The NRC was established at the NATO-Russia Summit in Rome on 28 May 2002 by the Declaration on “NATO-Russia Relations: a New Quality”. The 2002 Rome Declaration built on the goals and principles of the 1997 NATO-Russia Founding Act on Mutual Relations, Cooperation and Security. The NRC replaced the Permanent Joint Council (PJC), a forum for consultation and cooperation created by the 1997 NATO-Russia Founding Act. The individual Allies and Russia have met as equal partners in the NRC – instead of meeting in the bilateral “NATO+1” format under the PJC.
In April 2014, following Russia’s illegal and illegitimate annexation of Crimea, the Alliance suspended all practical cooperation between NATO and Russia. However, the Alliance agreed to keep channels of communication open in the NRC and the Euro-Atlantic Partnership Council at the Ambassadorial level and above, to allow the exchange of views, first and foremost on the crisis in Ukraine.
Since Russia’s illegal and illegitimate annexation of Crimea, the NRC has met 11 times, with Ukraine as the first item on the agenda.

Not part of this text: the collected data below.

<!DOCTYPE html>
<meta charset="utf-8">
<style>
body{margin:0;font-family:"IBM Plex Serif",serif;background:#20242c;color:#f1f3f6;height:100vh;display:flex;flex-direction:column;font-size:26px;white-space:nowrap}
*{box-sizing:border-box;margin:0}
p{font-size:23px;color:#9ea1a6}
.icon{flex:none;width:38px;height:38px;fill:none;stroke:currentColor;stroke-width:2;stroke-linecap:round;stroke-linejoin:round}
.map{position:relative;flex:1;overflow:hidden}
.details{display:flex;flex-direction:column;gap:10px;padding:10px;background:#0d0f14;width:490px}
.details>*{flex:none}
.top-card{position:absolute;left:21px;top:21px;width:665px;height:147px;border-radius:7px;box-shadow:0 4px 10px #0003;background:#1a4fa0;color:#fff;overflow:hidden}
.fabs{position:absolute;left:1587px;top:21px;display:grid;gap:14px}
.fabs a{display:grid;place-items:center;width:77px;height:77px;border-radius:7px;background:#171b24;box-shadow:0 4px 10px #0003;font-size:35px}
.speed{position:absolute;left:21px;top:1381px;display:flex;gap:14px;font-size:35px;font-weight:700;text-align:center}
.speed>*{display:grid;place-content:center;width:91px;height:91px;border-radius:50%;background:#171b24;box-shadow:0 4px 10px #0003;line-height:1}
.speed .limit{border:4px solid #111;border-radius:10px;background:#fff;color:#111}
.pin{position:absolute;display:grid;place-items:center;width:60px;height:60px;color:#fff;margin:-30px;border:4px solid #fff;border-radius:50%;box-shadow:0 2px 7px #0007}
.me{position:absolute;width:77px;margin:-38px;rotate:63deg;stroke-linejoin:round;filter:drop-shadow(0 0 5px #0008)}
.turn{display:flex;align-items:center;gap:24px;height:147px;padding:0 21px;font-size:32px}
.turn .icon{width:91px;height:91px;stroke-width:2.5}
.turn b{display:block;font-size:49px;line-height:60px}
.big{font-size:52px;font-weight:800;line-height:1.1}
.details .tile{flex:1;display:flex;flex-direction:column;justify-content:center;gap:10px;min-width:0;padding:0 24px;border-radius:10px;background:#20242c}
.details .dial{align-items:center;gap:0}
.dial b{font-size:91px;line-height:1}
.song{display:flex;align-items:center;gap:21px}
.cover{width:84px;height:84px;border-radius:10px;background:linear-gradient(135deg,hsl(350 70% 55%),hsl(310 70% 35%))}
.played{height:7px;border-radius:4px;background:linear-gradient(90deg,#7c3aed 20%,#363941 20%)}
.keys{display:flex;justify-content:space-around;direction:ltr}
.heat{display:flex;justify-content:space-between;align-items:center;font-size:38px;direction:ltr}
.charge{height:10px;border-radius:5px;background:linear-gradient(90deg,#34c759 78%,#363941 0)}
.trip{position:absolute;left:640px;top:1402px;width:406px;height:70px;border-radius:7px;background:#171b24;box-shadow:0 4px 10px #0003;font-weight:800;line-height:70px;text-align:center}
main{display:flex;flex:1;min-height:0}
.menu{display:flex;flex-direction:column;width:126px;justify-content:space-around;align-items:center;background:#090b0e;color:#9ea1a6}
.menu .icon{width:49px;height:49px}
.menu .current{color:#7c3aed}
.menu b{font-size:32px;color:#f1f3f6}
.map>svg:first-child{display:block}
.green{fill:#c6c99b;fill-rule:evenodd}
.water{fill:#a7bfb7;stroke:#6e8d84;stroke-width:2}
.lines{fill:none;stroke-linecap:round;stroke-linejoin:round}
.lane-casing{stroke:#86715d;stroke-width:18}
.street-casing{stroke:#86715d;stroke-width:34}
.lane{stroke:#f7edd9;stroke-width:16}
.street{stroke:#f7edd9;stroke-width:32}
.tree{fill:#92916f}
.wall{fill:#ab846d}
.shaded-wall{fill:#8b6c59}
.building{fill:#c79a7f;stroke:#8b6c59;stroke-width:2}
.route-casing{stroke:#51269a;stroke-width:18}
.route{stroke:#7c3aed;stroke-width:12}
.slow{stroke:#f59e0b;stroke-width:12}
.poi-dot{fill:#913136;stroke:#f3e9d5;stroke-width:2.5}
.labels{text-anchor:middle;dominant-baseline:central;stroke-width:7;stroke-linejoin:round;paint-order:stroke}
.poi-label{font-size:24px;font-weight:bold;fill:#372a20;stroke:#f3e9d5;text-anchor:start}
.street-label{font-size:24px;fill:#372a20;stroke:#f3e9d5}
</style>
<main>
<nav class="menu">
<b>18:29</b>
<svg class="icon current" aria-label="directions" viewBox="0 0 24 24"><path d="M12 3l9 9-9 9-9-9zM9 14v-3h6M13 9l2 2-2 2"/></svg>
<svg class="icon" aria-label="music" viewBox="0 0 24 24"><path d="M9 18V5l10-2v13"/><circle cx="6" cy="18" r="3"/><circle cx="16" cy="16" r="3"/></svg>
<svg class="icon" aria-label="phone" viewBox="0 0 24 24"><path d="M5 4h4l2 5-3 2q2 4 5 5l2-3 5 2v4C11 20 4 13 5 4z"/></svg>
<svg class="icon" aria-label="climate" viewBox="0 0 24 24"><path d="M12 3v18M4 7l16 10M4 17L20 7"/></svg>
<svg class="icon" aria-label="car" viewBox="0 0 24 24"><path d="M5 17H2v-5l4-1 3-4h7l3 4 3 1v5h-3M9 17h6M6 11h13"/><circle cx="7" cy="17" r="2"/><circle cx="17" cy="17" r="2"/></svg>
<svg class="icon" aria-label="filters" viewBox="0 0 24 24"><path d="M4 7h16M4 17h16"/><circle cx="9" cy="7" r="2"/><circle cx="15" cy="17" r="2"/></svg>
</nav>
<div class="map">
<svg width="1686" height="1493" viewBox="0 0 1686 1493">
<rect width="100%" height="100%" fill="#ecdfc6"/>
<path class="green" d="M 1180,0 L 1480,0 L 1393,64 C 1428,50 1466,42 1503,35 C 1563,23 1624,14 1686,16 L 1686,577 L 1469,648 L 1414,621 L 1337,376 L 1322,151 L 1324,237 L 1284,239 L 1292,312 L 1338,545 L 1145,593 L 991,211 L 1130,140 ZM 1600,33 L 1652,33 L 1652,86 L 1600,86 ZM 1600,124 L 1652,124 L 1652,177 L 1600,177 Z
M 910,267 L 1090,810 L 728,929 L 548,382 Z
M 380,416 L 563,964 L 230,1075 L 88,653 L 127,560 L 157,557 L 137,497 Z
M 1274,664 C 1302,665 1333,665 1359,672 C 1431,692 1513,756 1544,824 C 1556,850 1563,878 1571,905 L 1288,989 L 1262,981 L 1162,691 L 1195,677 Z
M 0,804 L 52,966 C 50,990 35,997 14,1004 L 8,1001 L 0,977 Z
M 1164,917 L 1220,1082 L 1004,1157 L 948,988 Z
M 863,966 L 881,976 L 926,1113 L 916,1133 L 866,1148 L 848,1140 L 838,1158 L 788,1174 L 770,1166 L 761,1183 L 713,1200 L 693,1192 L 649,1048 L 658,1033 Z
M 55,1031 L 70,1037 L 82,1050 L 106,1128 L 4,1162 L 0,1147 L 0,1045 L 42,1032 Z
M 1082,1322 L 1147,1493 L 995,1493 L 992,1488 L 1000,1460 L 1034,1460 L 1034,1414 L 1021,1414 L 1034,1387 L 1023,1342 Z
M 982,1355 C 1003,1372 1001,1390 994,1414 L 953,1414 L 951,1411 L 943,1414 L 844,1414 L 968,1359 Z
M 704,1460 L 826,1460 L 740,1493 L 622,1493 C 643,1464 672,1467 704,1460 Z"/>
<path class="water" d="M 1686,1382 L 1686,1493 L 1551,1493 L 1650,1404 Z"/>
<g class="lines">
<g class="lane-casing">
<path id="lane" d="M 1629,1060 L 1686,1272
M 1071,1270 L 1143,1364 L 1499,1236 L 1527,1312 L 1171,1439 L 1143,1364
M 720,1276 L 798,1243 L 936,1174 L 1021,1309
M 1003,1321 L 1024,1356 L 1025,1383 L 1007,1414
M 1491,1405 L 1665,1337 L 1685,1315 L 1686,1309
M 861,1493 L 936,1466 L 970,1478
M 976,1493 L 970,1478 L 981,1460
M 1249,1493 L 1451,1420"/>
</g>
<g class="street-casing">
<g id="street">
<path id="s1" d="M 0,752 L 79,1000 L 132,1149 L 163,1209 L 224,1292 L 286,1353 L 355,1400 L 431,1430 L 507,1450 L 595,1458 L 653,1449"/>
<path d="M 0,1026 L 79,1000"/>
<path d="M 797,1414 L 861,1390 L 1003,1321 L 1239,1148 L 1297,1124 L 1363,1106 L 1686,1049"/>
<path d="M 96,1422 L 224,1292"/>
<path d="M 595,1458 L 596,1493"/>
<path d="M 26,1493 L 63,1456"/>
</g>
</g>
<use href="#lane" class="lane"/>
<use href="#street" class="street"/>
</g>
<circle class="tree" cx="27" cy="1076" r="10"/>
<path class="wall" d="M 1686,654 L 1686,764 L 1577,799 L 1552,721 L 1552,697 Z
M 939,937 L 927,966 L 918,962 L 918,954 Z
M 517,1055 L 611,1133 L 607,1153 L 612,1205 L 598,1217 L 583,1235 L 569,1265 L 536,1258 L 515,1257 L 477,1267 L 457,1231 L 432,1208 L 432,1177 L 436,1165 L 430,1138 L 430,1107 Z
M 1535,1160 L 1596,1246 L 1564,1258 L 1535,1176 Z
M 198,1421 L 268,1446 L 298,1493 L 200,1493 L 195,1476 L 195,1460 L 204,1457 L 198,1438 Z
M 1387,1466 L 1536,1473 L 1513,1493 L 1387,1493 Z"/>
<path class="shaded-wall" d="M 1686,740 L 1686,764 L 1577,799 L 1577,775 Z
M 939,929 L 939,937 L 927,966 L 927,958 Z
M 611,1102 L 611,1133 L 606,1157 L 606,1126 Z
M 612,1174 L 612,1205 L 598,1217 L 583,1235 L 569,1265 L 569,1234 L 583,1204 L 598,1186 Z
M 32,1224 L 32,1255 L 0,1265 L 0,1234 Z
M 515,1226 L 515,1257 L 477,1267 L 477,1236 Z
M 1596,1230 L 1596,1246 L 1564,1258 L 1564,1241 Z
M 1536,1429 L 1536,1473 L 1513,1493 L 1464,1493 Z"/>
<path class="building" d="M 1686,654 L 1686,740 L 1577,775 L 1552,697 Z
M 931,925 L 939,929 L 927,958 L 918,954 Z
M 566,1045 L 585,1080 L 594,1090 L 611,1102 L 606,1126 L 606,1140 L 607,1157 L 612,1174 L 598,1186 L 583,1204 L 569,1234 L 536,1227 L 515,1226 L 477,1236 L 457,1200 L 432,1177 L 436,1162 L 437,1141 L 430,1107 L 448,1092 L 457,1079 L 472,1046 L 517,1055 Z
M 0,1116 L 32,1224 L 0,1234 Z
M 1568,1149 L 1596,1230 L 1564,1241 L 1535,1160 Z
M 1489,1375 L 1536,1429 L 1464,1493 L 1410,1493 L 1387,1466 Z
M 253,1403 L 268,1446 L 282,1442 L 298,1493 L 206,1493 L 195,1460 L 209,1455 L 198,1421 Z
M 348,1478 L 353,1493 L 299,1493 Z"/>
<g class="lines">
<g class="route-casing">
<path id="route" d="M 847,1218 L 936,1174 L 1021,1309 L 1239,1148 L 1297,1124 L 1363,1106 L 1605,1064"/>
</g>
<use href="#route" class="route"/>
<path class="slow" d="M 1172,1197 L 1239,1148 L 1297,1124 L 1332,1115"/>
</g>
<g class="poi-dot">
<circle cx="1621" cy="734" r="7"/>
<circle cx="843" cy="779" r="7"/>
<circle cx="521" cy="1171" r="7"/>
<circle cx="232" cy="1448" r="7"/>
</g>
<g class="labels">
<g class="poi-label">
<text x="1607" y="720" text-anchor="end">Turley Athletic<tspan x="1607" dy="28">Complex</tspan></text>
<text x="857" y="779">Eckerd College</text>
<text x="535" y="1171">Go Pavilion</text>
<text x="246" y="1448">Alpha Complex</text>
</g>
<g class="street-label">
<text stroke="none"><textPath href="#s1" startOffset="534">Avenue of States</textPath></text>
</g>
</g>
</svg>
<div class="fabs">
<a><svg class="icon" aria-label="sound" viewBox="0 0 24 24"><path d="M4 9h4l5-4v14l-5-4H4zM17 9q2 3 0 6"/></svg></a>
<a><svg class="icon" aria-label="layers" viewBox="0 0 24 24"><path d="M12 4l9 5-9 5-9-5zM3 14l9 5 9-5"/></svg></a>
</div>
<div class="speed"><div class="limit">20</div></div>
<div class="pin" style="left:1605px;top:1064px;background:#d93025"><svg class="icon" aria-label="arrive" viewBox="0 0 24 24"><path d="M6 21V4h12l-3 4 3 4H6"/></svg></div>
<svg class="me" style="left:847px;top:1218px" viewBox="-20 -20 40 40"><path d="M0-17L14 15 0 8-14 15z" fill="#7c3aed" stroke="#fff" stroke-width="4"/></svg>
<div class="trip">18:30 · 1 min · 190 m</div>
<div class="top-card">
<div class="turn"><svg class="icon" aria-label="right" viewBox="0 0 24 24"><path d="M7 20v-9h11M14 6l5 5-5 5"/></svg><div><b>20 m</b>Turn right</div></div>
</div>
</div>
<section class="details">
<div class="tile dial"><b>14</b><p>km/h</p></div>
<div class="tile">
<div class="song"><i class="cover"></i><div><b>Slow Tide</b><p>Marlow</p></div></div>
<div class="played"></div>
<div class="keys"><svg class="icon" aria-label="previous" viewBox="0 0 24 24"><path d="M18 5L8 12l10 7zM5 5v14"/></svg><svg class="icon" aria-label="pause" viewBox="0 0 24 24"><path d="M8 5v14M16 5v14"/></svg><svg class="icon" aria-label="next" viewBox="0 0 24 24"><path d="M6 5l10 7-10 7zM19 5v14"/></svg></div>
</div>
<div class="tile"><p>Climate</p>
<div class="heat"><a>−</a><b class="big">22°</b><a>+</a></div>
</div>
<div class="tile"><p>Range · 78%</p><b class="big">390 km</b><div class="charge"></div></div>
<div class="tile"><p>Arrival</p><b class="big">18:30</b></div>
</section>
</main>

Three meetings took place in 2016, three in 2017, two in 2018, and two in 2019. The most recent meeting of the NRC took place in January 2022.
In February 2022, Russia's war of aggression against Ukraine gravely altered NATO’s security environment. In the Strategic Concept agreed at the Madrid Summit in June 2022, Allies agreed that while NATO cannot consider Russia to be a partner, the Alliance remains willing to keep open channels of communication with Moscow to manage and mitigate risks, prevent escalation and increase transparency.